Seven Habits of Highly Effective Unix Admins
jfruh writes: "Being a Unix or Linux admin tends to be an odd kind of job: you often spend much of your workday on your own, with lots of time when you don't have a specific pressing task, punctuated by moments of panic where you need to do something very important right away. Sandra Henry-Stocker, a veteran sysadmin, offers suggestions on how to structure your professional life if you're in this job. Her advice includes setting priorities, knowing your tools, and providing explanations to the co-workers whom you help."
What habits have you found effective for system administration?
The issue with #6 is that users almost invariably never accept an answer here. And a lot of the time it may be something you can't adequately explain, which is something they don't like even more. Especially if you know the problem wasn't the result of something you did.
For an inter-OS flame war ? (Again)
I discovered tmux (terminal multiplexer) a while back, and is a very potent replacement for screen, it supports splitting windows, having multiple sessions, sharing windows between sessions, customizable status bars etc. Try it out!
When working on a problem, I usually have two or more shells open. I don't mean multitasking, but with more then one open, I can issue commands from one and use the others to monitor logs/etc.
Physics is like sex. Sure, it may give some practical results, but that's not why we do it
Have a mini-fridge under your cubicle desk for constant snacking. The constant snaking would be the habit. Really though, there are too many fat bastards in IT. (and everywhere else, but especially IT). And no, on a plane, I do not prefer sitting next to a fat person that needs to seats, that is sweaty and smelly versus a person of normal weight.
i thought they were
sloth, gluttony, pride,...
What habits have I found effective for system administration? BOFH spring to mind ...
I know them all. They all work in Marketing.
"A door is what a dog is perpetually on the wrong side of" - Ogden Nash
The first time a task comes up deal with it manually, it may or may not be related to a problem.
The second time this task occurs deal with it manually.
The third time this task occurs, it's time to start scripting.

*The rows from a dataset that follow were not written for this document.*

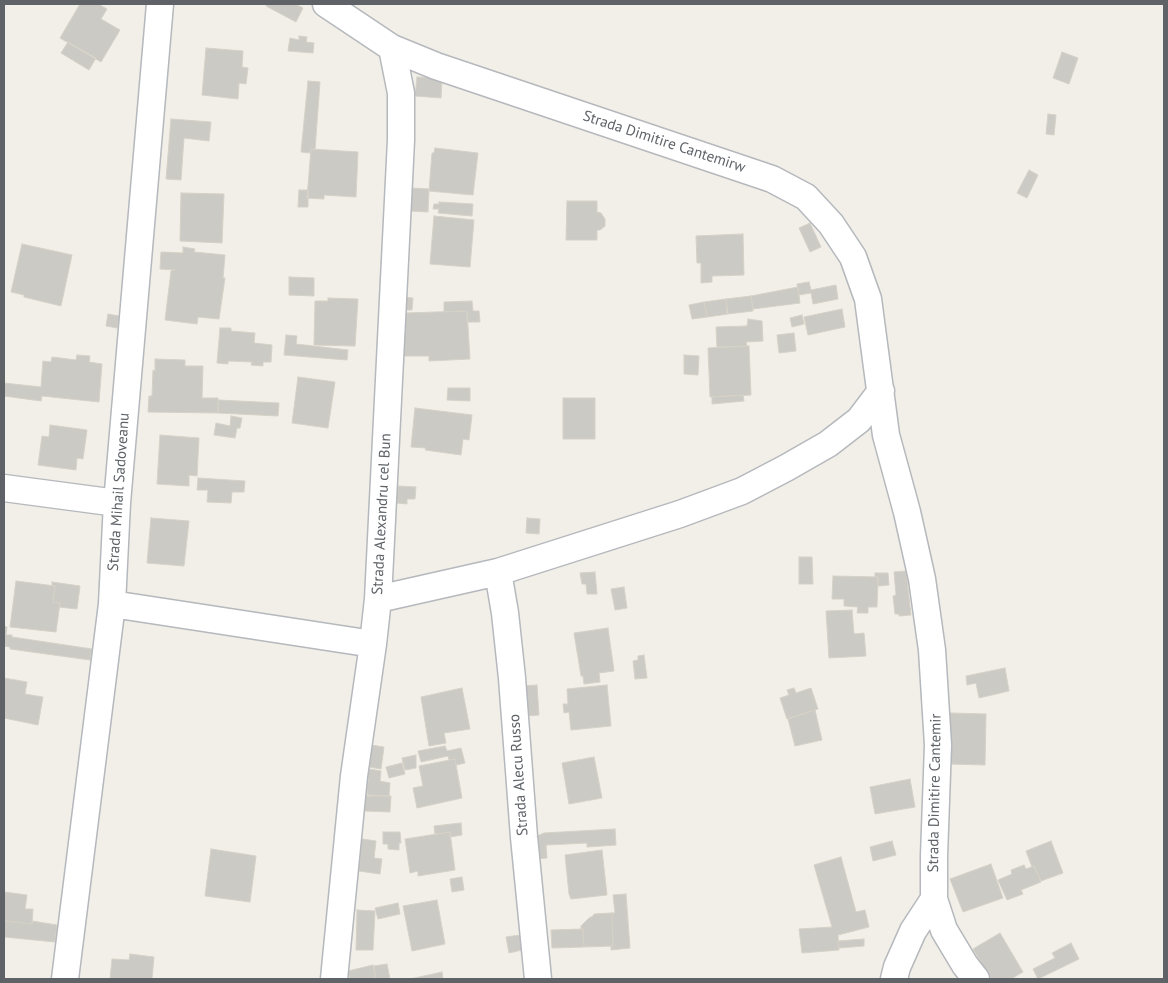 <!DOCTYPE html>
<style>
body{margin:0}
#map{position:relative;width:1168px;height:983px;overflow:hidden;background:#f1efe8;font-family:"PT Sans",sans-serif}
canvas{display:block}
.frame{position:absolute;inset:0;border:5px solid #5f6368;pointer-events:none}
</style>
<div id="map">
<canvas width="1168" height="983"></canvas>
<div class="frame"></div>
</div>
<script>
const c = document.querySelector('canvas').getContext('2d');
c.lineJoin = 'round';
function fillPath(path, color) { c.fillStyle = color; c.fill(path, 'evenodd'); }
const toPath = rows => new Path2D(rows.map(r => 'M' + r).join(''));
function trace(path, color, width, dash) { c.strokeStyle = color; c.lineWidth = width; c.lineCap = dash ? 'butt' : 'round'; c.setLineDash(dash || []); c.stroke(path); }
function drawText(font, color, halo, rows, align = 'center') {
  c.font = font + ' "PT Sans",sans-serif'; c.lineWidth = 4; c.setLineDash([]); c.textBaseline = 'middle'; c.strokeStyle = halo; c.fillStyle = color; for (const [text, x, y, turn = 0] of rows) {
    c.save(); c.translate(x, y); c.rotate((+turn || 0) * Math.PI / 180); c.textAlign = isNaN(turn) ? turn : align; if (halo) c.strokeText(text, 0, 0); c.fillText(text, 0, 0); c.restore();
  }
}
const building = toPath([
 [80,4,98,4,107,9,101,19,120,30,101,62,60,38,80,4],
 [267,4,295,4,303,8,296,22,266,6,267,4],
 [299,36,307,37,306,42,314,43,313,53,288,51,290,38,299,40,299,36],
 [68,42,96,58,89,70,61,53,68,42],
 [206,48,243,51,242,67,248,68,246,84,239,83,238,99,202,95,206,48],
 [1062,52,1078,58,1069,84,1053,78,1062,52],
 [417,77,442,78,441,98,415,96,417,77],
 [308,81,320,82,315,150,311,149,310,153,301,152,308,81],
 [1048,114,1056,115,1054,135,1046,134,1048,114],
 [171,119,211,122,209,141,184,138,181,180,166,179,171,119],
 [435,148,478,153,473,195,429,191,432,153,434,153,435,148],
 [311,149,358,152,356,197,324,195,324,199,307,198,311,149],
 [1029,170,1038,175,1027,198,1017,193,1029,170],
 [411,188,429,189,428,212,410,211,411,188],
 [299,190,308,190,308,207,298,207,299,190],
 [181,193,224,194,222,243,180,241,181,193],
 [567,201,597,201,597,212,601,213,605,219,605,226,600,230,597,230,597,240,566,240,567,201],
 [439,202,473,204,472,216,438,213,439,209,433,209,434,204,439,204,439,202],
 [434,216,474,220,470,267,430,264,434,216],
 [810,223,821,247,810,252,799,228,810,223],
 [743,234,744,275,712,276,712,282,701,283,701,263,697,263,696,236,743,234],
 [22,244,72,255,61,306,24,297,24,295,11,292,22,244],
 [183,247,195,249,194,252,225,255,223,278,225,278,219,319,198,317,197,324,165,320,171,271,175,270,160,269,161,252,183,253,183,247],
 [289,277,314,278,314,296,289,295,289,277],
 [809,282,811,290,836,285,838,299,813,304,811,293,799,295,797,284,809,282],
 [798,287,800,303,753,309,751,296,798,287],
 [751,296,753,311,727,314,726,299,751,296],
 [401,297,413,298,412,310,400,310,401,297],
 [328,298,358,299,355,346,314,345,315,301,328,301,328,298],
 [726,299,728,314,707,317,704,302,726,299],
 [472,301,473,311,479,311,480,322,467,322,467,311,444,312,444,302,472,301],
 [704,302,707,317,692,319,689,305,704,302],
 [842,309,845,327,808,335,804,317,842,309],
 [467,311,470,359,429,361,429,356,403,356,405,313,467,311],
 [108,314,119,316,117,328,106,326,108,314],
 [802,315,804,324,792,327,790,318,802,315],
 [748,319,762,321,763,341,746,342,747,346,717,347,716,327,747,326,748,319],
 [220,328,231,328,231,331,255,333,254,343,272,345,271,362,263,362,263,366,251,365,252,362,228,361,228,364,217,363,220,328],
 [794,333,796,351,779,353,777,335,794,333],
 [286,335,297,336,296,344,348,350,347,360,284,355,286,335],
 [749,346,751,395,710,397,708,348,749,346],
 [77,355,90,356,89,362,102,364,99,402,42,396,41,401,4,396,4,383,41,387,43,361,51,362,52,357,76,360,77,355],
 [684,355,699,356,698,375,684,374,684,355],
 [155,359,185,360,185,366,203,366,202,398,218,398,218,413,148,412,149,396,152,396,153,370,155,371,155,359],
 [298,377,335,382,328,428,292,423,298,377],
 [448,388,470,388,470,401,447,400,448,388],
 [743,395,744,401,712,404,712,397,743,395],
 [563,398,595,398,595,439,563,439,563,398],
 [218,400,279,403,278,416,218,413,218,400],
 [415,408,472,415,469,440,463,439,461,455,425,450,426,448,411,447,415,408],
 [231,416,242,418,240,428,237,428,235,438,214,435,216,423,230,426,231,416],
 [50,425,87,430,83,459,77,458,76,470,38,465,42,436,49,437,50,425],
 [160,435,199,438,197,476,189,475,189,486,157,484,160,435],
 [198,478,245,481,244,492,232,492,231,503,207,502,208,490,197,490,198,478],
 [398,486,416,487,415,499,407,499,407,504,397,503,398,486],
 [151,518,189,521,184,566,147,563,151,518],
 [527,518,540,519,539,534,526,533,527,518],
 [799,557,812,557,813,584,799,584,799,557],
 [906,571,911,615,899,616,899,614,895,614,893,596,896,595,894,572,906,571],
 [595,572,597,594,587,594,586,584,582,584,580,573,595,572],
 [875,573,888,573,889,585,878,586,878,577,875,577,875,573],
 [833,576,878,577,877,607,868,607,868,613,857,613,858,607,844,606,844,599,832,599,833,576],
 [16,581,55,586,53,602,60,603,56,632,10,627,16,581],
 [52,582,80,586,77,609,59,607,60,603,53,602,55,586,52,585,52,582],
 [624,587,627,608,615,610,611,589,624,587],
 [852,610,854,634,864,633,866,656,829,658,826,611,852,610],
 [4,626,7,627,6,635,12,635,12,637,92,649,90,660,10,649,10,647,4,646,4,626],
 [608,628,614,671,599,673,600,682,584,684,583,676,581,676,574,633,608,628],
 [644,655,647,678,635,679,633,661,638,660,638,656,644,655],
 [1005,668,1009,691,979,698,976,683,967,685,966,676,1005,668],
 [4,678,27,682,25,694,43,697,38,725,4,718,4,678],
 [537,685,539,715,525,716,522,686,537,685],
 [607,685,611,726,571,730,569,712,564,713,563,704,568,704,567,689,607,685],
 [462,688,470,729,444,733,446,743,429,746,421,697,462,688],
 [794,688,796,693,811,688,818,709,787,719,780,698,789,695,787,690,794,688],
 [815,710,822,740,795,746,788,719,815,710],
 [950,713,986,714,985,765,949,764,950,713],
 [371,745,384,747,381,769,369,767,371,745],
 [445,746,447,751,461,748,465,763,456,765,455,759,449,760,448,756,421,762,418,751,445,746],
 [416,755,416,768,405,770,402,758,416,755],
 [594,757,602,798,569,804,562,763,594,757],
 [455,759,462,798,417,808,413,788,423,786,419,766,455,759],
 [402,763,405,774,389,778,386,767,402,763],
 [369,769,381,771,380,781,390,783,389,796,367,795,369,769],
 [910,779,915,807,875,814,870,787,910,779],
 [365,796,391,796,390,812,365,811,365,796],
 [461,823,462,835,450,837,450,832,435,834,434,826,461,823],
 [615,829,616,845,587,847,587,843,546,845,547,858,537,859,535,837,544,833,615,829],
 [383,832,400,832,401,843,399,843,399,850,388,849,388,844,383,844,383,832],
 [450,832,455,870,418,876,418,871,410,873,405,839,450,832],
 [362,839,376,841,374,858,382,859,380,874,359,871,362,839],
 [892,841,896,855,873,861,870,847,892,841],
 [1051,841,1063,873,1041,881,1034,866,1032,867,1026,851,1051,841],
 [211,849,256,856,250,902,205,896,211,849],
 [602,850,607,895,571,899,569,894,565,855,602,850],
 [841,857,856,912,865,910,869,927,838,935,839,950,802,953,799,929,832,927,814,865,841,857],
 [991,864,1003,898,963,912,950,879,991,864],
 [1024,865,1026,869,1034,866,1041,882,1021,890,1023,894,1007,900,998,880,1012,874,1011,870,1024,865],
 [462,877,464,890,452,892,450,879,462,877],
 [4,892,27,895,25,909,33,909,32,924,4,921,4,892],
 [626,894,630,948,611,950,611,946,613,946,612,913,615,913,613,895,626,894],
 [437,900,445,944,412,951,403,906,437,900],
 [398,903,400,914,378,919,375,908,398,903],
 [357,910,375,911,373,950,356,950,357,910],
 [612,913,613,946,584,947,583,929,581,929,581,926,589,918,593,916,594,914,612,913],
 [4,921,32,924,32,921,57,925,55,942,4,937,4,921],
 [583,929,584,947,552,948,551,930,583,929],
 [1000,933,1023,972,1011,979,991,979,973,949,1000,933],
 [520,935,522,950,509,953,506,937,520,935],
 [864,939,864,946,839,948,838,941,864,939],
 [1071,943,1079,959,1038,979,1033,969,1055,958,1052,953,1071,943],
 [130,954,154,957,152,979,110,979,112,959,129,960,130,954],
 [387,964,390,979,376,979,374,966,387,964],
 [373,965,376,979,350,979,348,971,373,965],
 [442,972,443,979,410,979,442,972]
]);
fillPath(building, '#cccac5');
trace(building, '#d6d1c6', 1);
const minor = toPath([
 [326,4,392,48,436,66,772,179,806,197,831,224,853,257,868,299,886,435,907,512,922,579,932,650,938,745,934,856,934,899,944,930,965,965,976,979],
 [4,488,117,503],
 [498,572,505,613,512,678,524,837,538,979],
 [378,599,498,572,680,514,742,491,786,468,828,444,859,420,881,391],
 [112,604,373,644],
 [65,979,112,604,117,503,160,4],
 [334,979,354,776,373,644,378,599,401,140,401,93,392,48],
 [894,979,897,967,913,931,934,899]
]);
trace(minor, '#b5b8bc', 29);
trace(minor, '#fff', 26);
drawText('15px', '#5f6368', '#fff', [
 ["Strada Dimitire Cantemirw",664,142,18],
 ["Strada Mihail Sadoveanu",119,492,-86],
 ["Strada Alexandru cel Bun",382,514,-87],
 ["Strada Alecu Russo",519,775,-94],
 ["Strada Dimitire Cantemir",935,793,-89]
]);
</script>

It may take you a day or more to write the script, test debug, etc. or even longer for complex tasks but, this behavior tends to be a winner. The script is already some degree of documentation, it records the steps, etc. If it's robust enough it can be used to by your support techs to resolve issues, expanding the number of people who can resolve an issue, freeing the admin for other tasks. Scripts tend not to make typos (yes, I know your command line skills are legendary) and can save a lot of time and effort in the long run.
If you are not doing active improvements, planning for failover, and using good configuration management techniques then your slow time is adding to the number of hurry-up-and-fix-all-the-things times. There are always external matters like heartbleed that will come along, as a sysadmin's job is not to review the memory allocator in the SSL library regularly. However, if your web services or mail services are down because a single system went offline then you're to be blaming yourself.
Did you try turning it off then on again?
Everyone knows real programmers code in C, and in C you count from zero. Counting from one? that is so FORTRAN. Retire already, old chap.
sed -e 's/Chuck Norris/Rajnikant/g' joke > fact
"What habits have you found effective for system administration?"
Carrying an Uzi.
Need Mercedes parts ?
As someone who's managed a team of sysadmins that moved to the Linux world from Windows, I have this tip: "Reboot does not fix anything, it just hides things".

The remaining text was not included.